++++ Records for processing ++++
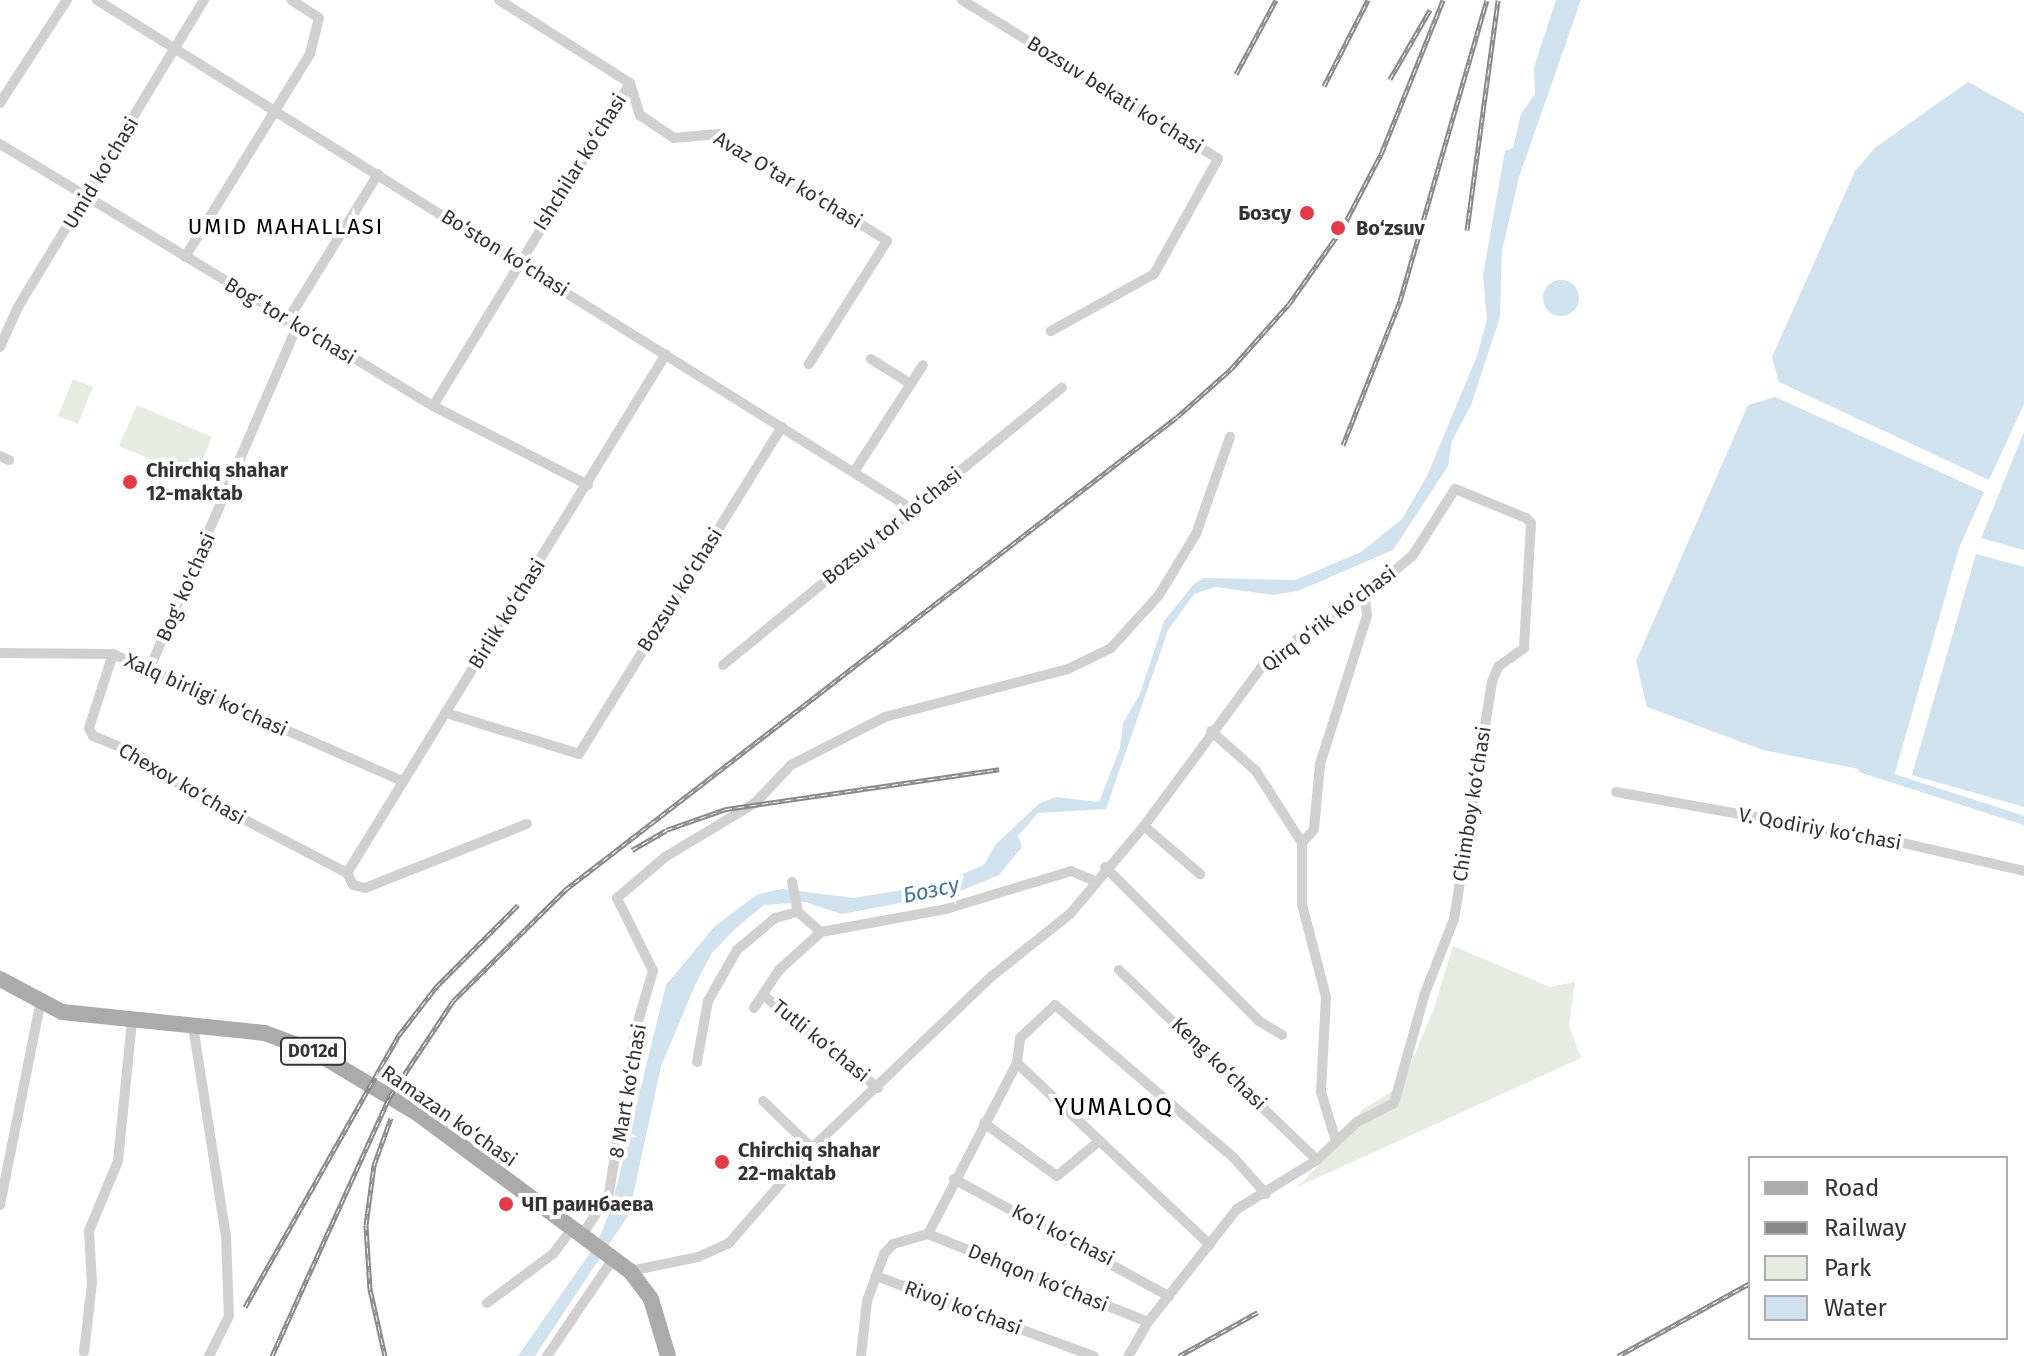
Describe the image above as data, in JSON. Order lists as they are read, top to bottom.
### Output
{
  "streets": {
    "main road": ["D012d", "Ramazan ko‘chasi"],
    "street": [
      "Bozsuv bekati ko‘chasi",
      "Ishchilar ko‘chasi",
      "Umid ko‘chasi",
      "Avaz O‘tar ko‘chasi",
      "Bo‘ston ko‘chasi",
      "Bog‘ tor ko‘chasi",
      "Bozsuv tor ko‘chasi",
      "Bog' ko'chasi",
      "Bozsuv ko‘chasi",
      "Birlik ko‘chasi",
      "Qirq o‘rik ko‘chasi",
      "Xalq birligi ko‘chasi",
      "Chexov ko‘chasi",
      "Chimboy ko‘chasi",
      "V. Qodiriy ko‘chasi",
      "Tutli ko‘chasi",
      "Keng ko‘chasi",
      "8 Mart ko‘chasi",
      "Ko‘l ko‘chasi",
      "Dehqon ko‘chasi",
      "Rivoj ko‘chasi"
    ]
  },
  "crossings": [
    ["Ishchilar ko‘chasi", "Avaz O‘tar ko‘chasi"],
    ["Ishchilar ko‘chasi", "Bo‘ston ko‘chasi"],
    ["Ishchilar ko‘chasi", "Bog‘ tor ko‘chasi"],
    ["Umid ko‘chasi", "Bo‘ston ko‘chasi"],
    ["Umid ko‘chasi", "Bog‘ tor ko‘chasi"],
    ["Bo‘ston ko‘chasi", "Bozsuv tor ko‘chasi"],
    ["Bo‘ston ko‘chasi", "Bog' ko'chasi"],
    ["Bo‘ston ko‘chasi", "Bozsuv ko‘chasi"],
    ["Bo‘ston ko‘chasi", "Birlik ko‘chasi"],
    ["Bog‘ tor ko‘chasi", "Bog' ko'chasi"],
    ["Bog‘ tor ko‘chasi", "Birlik ko‘chasi"],
    ["Bog' ko'chasi", "Xalq birligi ko‘chasi"],
    ["Bozsuv ko‘chasi", "Birlik ko‘chasi"],
    ["Birlik ko‘chasi", "Xalq birligi ko‘chasi"],
    ["Birlik ko‘chasi", "Chexov ko‘chasi"],
    ["Qirq o‘rik ko‘chasi", "Chimboy ko‘chasi"],
    ["Qirq o‘rik ko‘chasi", "Tutli ko‘chasi"],
    ["Qirq o‘rik ko‘chasi", "Ramazan ko‘chasi"],
    ["Xalq birligi ko‘chasi", "Chexov ko‘chasi"],
    ["8 Mart ko‘chasi", "Ramazan ko‘chasi"]
  ],
  "districts": ["UMID MAHALLASI", "YUMALOQ"],
  "water": ["Бозсу"],
  "places": [
    "Бозсу",
    "Bo‘zsuv",
    "Chirchiq shahar 12-maktab",
    "Chirchiq shahar 22-maktab",
    "ЧП раинбаева"
  ],
  "legend": [
    "Road",
    "Railway",
    "Park",
    "Water"
  ]
}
++++
→ Problem requirements: Wherever a line of the data above contains "Avaz", copy that line.

→ Written answer:
      "Avaz O‘tar ko‘chasi",
    ["Ishchilar ko‘chasi", "Avaz O‘tar ko‘chasi"],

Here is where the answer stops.